- What you need to do
Output exactly the lines below, starting with the line that has "position:relative; width:1418px; height:2209px;" and going on through the line that has "filter:drop-shadow(0 0 2px", both included, and no other lines.

- Exercise data

*** Begin section ***

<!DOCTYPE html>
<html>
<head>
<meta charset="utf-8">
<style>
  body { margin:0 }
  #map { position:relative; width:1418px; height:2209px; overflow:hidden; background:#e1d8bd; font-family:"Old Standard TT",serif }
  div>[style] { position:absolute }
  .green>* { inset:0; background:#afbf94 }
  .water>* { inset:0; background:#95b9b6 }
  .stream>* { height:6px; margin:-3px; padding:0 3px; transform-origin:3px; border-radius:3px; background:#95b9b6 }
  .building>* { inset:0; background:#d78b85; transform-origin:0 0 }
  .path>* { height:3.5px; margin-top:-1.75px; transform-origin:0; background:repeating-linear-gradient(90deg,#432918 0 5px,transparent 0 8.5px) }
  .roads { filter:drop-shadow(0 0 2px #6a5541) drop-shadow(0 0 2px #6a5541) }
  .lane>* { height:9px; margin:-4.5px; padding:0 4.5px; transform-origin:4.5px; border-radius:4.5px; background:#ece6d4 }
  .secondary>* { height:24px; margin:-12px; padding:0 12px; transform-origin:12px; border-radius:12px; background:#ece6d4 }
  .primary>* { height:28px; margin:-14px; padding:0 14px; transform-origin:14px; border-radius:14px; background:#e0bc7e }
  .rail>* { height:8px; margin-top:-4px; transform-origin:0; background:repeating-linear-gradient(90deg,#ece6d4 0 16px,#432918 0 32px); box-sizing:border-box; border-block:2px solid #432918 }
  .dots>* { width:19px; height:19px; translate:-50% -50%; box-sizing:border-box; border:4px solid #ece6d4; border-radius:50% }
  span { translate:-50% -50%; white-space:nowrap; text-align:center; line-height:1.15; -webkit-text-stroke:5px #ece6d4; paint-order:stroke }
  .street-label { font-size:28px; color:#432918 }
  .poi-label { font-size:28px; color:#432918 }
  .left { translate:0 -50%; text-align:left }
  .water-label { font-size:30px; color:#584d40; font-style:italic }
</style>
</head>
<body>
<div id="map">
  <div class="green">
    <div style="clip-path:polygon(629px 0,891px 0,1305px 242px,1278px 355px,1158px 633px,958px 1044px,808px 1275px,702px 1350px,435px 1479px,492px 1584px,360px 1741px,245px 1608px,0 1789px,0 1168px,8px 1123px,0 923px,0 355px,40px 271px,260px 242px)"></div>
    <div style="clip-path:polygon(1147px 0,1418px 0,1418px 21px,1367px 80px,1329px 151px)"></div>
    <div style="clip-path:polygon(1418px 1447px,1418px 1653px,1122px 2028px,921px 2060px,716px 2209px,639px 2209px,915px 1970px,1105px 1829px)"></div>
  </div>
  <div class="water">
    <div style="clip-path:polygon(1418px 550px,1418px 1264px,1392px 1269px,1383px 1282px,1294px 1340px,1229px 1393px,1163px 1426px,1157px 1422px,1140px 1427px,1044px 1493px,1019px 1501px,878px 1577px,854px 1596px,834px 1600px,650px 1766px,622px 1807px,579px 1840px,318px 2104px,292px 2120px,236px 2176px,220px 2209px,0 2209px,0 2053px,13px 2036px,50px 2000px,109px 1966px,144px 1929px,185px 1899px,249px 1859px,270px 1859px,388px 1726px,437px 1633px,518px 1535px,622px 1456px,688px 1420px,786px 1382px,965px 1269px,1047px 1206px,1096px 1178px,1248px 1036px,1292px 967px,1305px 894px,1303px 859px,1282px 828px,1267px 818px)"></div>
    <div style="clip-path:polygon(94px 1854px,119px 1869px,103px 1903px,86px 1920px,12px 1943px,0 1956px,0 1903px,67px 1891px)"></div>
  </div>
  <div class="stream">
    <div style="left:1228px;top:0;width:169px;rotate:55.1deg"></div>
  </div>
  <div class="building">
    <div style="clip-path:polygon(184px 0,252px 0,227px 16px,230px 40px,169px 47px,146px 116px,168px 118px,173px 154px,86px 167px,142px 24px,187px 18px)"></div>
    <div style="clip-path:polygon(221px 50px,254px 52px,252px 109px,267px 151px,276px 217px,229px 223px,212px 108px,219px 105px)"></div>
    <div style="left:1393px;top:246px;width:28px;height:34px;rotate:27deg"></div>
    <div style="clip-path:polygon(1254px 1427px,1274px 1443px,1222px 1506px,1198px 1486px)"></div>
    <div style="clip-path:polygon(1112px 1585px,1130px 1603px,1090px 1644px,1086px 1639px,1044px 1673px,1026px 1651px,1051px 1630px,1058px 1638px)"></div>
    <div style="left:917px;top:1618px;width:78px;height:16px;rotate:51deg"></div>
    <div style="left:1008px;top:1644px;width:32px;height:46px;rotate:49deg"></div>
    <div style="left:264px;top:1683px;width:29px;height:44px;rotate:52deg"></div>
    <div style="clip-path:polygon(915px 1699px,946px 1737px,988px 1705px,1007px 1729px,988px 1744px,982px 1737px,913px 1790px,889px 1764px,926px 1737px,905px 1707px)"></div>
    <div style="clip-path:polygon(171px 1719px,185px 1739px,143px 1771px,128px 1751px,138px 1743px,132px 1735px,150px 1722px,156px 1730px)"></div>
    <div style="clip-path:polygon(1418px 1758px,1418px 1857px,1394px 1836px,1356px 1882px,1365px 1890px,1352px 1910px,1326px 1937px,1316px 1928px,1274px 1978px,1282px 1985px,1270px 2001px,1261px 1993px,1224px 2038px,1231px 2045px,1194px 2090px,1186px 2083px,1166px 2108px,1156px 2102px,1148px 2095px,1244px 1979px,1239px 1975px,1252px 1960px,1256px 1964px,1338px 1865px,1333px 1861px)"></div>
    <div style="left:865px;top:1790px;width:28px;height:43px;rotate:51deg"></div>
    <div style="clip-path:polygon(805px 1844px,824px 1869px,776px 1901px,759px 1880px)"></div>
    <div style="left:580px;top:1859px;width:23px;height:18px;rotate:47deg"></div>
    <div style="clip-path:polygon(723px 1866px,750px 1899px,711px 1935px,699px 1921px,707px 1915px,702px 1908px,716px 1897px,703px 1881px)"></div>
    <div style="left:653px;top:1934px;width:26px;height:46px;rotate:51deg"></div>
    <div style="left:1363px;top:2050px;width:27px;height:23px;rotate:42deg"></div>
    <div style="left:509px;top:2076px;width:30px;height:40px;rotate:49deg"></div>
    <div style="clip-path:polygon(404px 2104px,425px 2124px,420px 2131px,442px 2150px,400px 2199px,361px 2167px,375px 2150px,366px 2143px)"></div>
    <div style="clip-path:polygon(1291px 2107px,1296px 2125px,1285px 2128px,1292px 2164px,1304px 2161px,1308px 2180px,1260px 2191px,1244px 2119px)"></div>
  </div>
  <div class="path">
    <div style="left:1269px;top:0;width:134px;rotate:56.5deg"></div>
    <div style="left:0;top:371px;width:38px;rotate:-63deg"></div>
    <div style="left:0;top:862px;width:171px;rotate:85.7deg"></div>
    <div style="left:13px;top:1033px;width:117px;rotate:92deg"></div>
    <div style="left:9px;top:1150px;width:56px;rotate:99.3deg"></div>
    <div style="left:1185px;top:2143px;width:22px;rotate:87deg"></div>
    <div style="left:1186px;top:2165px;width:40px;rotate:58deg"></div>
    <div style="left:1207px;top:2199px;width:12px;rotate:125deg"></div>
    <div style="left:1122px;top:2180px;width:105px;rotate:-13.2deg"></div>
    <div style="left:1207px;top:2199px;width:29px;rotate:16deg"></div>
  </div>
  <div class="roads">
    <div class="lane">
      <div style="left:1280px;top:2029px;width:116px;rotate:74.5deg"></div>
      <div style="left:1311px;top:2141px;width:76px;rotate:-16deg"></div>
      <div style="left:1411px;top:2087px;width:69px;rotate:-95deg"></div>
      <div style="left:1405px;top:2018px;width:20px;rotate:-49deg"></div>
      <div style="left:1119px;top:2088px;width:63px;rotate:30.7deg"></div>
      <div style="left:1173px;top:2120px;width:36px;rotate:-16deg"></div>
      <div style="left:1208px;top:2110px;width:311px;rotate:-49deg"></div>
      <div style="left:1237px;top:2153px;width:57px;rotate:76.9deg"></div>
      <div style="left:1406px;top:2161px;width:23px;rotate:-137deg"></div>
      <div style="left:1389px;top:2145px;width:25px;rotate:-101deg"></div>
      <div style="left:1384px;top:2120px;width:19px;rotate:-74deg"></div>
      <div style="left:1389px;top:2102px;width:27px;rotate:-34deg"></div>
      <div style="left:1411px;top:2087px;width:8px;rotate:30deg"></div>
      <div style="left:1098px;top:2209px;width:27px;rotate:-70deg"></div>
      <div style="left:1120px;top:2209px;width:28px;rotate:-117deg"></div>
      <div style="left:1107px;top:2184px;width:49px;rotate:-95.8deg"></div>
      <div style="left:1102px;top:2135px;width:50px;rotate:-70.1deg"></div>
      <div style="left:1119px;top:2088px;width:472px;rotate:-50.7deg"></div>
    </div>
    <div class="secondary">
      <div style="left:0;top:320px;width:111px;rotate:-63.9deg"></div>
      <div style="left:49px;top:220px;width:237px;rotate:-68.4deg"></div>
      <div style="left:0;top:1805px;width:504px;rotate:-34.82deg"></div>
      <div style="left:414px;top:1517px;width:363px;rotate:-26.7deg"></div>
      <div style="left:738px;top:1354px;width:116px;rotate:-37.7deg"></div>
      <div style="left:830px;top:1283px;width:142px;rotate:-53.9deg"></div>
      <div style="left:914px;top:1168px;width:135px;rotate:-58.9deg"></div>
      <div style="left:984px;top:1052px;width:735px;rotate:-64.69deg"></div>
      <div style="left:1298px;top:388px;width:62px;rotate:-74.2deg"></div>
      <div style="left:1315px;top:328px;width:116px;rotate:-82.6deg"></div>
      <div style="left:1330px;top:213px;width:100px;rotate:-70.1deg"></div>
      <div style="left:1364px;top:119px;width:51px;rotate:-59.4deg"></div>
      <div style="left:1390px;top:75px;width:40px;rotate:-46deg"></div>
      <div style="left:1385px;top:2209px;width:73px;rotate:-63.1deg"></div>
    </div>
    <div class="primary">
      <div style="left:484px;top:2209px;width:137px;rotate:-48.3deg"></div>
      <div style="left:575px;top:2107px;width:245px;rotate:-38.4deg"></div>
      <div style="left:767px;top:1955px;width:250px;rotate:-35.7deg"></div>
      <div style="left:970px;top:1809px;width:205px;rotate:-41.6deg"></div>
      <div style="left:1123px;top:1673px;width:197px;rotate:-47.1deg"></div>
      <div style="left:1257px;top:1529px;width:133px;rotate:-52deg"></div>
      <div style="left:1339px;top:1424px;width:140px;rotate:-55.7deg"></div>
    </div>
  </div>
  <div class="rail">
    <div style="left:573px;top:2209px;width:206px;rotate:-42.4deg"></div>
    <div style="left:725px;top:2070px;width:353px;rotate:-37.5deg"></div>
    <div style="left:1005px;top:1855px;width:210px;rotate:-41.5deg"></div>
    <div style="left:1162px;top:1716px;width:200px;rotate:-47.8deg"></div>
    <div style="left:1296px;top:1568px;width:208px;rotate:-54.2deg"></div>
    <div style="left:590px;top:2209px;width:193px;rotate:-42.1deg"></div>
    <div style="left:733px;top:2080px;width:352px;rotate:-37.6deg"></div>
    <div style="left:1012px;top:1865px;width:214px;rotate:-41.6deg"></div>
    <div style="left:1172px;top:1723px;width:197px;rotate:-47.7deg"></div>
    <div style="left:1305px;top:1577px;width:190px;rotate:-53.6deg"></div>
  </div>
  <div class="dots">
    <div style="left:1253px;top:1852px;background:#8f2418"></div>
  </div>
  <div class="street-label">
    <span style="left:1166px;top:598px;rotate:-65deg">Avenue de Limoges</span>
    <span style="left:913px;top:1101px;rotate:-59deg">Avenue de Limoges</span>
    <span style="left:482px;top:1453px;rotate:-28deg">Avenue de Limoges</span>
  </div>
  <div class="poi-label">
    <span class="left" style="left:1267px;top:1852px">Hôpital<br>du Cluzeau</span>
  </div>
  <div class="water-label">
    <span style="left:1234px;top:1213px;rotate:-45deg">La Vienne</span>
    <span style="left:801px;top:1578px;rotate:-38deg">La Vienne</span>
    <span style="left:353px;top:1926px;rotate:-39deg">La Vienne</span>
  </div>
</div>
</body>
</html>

*** End section ***

- Task result
  #map { position:relative; width:1418px; height:2209px; overflow:hidden; background:#e1d8bd; font-family:"Old Standard TT",serif }
  div>[style] { position:absolute }
  .green>* { inset:0; background:#afbf94 }
  .water>* { inset:0; background:#95b9b6 }
  .stream>* { height:6px; margin:-3px; padding:0 3px; transform-origin:3px; border-radius:3px; background:#95b9b6 }
  .building>* { inset:0; background:#d78b85; transform-origin:0 0 }
  .path>* { height:3.5px; margin-top:-1.75px; transform-origin:0; background:repeating-linear-gradient(90deg,#432918 0 5px,transparent 0 8.5px) }
  .roads { filter:drop-shadow(0 0 2px #6a5541) drop-shadow(0 0 2px #6a5541) }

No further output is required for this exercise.